SOURCE DATA
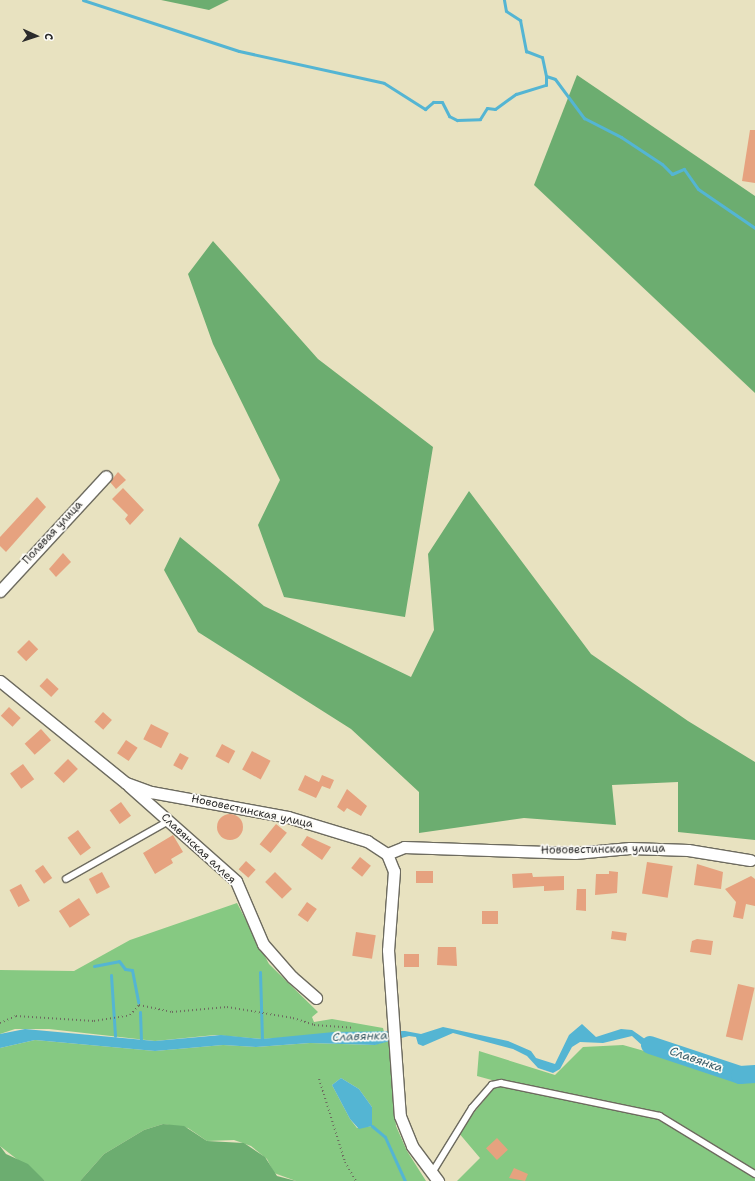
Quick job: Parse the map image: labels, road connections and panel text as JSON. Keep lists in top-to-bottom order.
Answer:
{
  "streets": {
    "street": ["Полевая улица", "Нововестинская улица", "Славянская аллея"]
  },
  "crossings": [
    ["Нововестинская улица", "Славянская аллея"]
  ],
  "water": ["Славянка"],
  "north": "right"
}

PROBLEM DETAILS
Print all the entries exactly as they appear, without the pictures.

PROBLEM SOLUTION
Quick job: Parse the map image: labels, road connections and panel text as JSON. Keep lists in top-to-bottom order.
Answer:
{
  "streets": {
    "street": ["Полевая улица", "Нововестинская улица", "Славянская аллея"]
  },
  "crossings": [
    ["Нововестинская улица", "Славянская аллея"]
  ],
  "water": ["Славянка"],
  "north": "right"
}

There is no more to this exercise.